About his writing, Don says, “I like a grabber for a title.” Sometimes he starts with a catchy title and builds a story he’s been thinking about around it. Putting something on paper is “a way of getting it out of my system,” he says. What he gets out may be meditation, diatribe, short sketch or completed story. Sometimes he writes in the voice of another – of someone with a body-piercing obsession or of the hair on his head. He says that what he writes first “doesn’t always make sense” and bemoans, “I have to revise drastically.”  Workshop writing, notes Don, “doesn’t come automatically,” as it seems for those “who write two pages while I have trouble with a half page.” Still, he says, he doesn’t bleed on the page, though he may sweat or cry, especially when he’s writing by himself and sad memories come back. “It’s a lonely business,” he insists.

Besides sharing his writing in workshops, Don keeps loneliness at bay by volunteering and participating in a number of other community groups, most notably the Garden Club, the Idyllwild Chorale and the Associates of Idyllwild Arts Foundation. He is a familiar face about town in Idyllwild. During the recent long drought, for example, Don could often be seen driving around with buckets and barrels doing “compassionate watering” of the flora in public spaces, like the ornamental cypresses at the Idyllwild Public Library. More recently, he served as a booster for the hill’s [Mt. San Jacinto’s] Lemon Lily Festival.

Jean Waggoner

California Leprechaun

“There has to be somebody sober
at AA meetings,” she insists, a woman
retired, widowed, beyond wish for a man.
“I’m Mrs. Sober, and I’ve been an alcoholic
for forty years,” she tells her people,
seven days a week, at meetings all over town.
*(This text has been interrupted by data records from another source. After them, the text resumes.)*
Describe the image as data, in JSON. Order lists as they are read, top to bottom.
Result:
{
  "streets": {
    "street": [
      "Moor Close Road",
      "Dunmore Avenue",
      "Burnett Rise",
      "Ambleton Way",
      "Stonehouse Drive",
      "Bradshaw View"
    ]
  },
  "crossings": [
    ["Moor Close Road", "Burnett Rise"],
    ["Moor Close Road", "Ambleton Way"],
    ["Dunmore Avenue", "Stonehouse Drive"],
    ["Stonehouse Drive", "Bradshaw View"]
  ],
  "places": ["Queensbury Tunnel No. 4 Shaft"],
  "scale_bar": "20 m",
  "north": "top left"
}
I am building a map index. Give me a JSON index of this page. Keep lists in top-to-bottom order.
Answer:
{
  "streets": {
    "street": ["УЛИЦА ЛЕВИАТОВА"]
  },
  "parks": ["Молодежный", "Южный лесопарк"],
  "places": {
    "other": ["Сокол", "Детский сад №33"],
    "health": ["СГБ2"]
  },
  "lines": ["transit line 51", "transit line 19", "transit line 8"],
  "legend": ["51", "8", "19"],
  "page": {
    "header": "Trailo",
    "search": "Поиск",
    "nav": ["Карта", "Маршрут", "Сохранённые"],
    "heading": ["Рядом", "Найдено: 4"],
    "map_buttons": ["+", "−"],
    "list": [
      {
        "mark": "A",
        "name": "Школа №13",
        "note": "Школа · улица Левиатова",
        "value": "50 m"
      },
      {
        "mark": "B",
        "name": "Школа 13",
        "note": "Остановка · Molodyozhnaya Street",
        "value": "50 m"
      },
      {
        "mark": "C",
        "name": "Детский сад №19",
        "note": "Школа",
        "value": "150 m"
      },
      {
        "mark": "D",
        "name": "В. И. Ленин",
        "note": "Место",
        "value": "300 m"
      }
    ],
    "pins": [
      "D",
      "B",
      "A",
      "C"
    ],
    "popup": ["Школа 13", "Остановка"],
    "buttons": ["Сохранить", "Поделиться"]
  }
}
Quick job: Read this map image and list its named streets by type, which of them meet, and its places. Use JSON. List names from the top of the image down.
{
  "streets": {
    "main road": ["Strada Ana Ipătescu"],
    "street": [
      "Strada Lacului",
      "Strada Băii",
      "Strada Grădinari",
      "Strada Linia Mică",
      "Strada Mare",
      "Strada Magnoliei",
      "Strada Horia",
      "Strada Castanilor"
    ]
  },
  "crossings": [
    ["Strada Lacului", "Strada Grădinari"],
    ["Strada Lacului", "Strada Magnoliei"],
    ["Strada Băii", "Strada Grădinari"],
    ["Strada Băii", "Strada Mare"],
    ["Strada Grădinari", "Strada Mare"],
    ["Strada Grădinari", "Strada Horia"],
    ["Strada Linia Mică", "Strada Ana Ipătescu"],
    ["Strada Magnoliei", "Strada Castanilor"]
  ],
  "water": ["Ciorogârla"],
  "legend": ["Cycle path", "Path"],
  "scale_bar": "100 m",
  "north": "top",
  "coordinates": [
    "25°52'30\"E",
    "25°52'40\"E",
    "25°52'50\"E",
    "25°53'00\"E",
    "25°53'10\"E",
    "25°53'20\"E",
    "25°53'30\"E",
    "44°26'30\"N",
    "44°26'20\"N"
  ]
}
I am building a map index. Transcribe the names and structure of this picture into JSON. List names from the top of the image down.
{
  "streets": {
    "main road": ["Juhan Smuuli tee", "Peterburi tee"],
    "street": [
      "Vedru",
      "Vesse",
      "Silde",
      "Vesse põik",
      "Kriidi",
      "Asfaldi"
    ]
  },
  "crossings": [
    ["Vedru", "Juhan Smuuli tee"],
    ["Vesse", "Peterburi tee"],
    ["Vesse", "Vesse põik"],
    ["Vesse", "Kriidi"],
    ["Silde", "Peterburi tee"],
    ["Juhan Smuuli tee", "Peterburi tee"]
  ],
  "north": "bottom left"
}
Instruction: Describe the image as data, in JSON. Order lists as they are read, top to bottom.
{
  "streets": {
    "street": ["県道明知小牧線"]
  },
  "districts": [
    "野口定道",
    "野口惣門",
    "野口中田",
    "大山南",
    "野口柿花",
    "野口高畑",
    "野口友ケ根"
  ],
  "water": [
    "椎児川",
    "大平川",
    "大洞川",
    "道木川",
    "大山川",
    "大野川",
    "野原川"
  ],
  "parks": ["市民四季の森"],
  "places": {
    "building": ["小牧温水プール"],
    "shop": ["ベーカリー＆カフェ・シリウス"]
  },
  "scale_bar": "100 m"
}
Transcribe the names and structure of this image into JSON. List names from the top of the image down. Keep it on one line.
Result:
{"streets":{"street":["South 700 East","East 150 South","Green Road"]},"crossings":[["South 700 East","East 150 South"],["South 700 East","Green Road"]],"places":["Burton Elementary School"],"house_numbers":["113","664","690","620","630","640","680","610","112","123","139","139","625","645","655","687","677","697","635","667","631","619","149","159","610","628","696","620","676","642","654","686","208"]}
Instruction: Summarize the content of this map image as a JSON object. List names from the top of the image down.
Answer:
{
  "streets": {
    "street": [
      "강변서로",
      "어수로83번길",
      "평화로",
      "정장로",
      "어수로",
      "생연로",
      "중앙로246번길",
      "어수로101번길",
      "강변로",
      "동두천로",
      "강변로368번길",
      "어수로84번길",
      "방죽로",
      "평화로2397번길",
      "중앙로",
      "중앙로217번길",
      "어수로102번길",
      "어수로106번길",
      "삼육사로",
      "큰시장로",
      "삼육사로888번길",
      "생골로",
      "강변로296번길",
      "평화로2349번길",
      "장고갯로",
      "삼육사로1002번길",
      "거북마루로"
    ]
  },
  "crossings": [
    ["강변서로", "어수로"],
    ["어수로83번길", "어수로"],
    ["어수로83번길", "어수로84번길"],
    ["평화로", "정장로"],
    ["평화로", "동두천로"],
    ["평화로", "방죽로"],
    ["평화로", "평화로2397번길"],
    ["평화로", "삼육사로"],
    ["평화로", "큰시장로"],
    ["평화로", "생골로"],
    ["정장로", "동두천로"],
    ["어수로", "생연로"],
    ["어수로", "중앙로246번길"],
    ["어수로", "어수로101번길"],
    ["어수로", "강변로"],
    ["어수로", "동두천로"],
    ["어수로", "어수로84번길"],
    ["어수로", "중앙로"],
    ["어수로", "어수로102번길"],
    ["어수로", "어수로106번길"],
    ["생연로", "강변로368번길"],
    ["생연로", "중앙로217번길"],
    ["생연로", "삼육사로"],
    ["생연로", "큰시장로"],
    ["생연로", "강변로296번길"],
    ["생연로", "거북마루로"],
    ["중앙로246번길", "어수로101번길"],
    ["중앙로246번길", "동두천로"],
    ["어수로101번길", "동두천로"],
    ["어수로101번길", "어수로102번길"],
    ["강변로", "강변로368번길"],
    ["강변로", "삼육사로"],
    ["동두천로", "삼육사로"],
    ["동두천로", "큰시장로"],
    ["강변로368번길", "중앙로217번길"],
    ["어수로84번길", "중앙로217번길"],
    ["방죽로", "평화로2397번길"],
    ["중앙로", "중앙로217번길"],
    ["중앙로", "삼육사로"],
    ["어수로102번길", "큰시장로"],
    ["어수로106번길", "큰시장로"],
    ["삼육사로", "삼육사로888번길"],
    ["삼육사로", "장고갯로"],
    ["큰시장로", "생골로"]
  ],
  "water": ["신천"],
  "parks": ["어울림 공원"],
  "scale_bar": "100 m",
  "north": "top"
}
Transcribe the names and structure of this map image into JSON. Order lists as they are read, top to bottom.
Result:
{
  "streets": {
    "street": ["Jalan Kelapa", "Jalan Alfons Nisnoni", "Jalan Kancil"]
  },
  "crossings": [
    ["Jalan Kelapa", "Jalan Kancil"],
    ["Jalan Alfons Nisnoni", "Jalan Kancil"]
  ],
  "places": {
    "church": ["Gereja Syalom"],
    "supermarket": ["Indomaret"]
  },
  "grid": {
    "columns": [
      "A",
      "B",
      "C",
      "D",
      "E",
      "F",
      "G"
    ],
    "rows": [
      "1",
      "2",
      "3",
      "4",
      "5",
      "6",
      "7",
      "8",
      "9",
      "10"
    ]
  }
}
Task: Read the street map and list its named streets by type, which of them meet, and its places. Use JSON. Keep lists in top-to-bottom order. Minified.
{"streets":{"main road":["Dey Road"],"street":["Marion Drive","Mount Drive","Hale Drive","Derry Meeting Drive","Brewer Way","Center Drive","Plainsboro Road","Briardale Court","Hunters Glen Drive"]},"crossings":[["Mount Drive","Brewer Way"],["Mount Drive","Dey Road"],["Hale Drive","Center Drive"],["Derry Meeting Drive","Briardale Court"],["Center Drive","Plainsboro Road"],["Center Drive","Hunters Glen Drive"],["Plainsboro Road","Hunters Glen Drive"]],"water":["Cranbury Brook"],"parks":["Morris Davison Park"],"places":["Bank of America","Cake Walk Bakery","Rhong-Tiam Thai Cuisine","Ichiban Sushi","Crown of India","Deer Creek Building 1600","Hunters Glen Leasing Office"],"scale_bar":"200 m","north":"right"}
It’s fall now, and she flings her
lint-flecked Irish walking cape
about her shoulders and pulls a seaman’s
cap down over cartilage-stretched ears.
From inner folds of her ample bag she digs a fist-sized
ring of keys that’s tethered to her purse strap
by clanging links of biker chain. Ka-Jang!

She’s on the move! Holy terror in low gear,
she will cruise to more than four dry and
“anonymous” bacchanalian covens today,
scaring the cloven-hooved of both sexes
and states in-between by sharing her stories,
embarrassments, alienation and rage.

Like her erstwhile students, many of the defiant
will poke fun at her. They’ll rile against her words,
sneer over her child bereft state, her isolation, accuse her
of senility/insanity and continue their ill-advised revelry.

Yet Riverside’s sprite of Erin, flaming with ire
and product of an old, banshee-wailing lore,
will persevere. She’ll wag bony fingers at them
for “falling off the wagon,” she’ll flash a twinkle of
the devil’s own recognition into their hazy eyes,
and infect their debauchery with mocking delirium,
with needling gall, with a dread of old English teachers,
and with the high, dry, smarter-than-you-ever-dreamed
cackle of impending doom:  “You see, I am you!”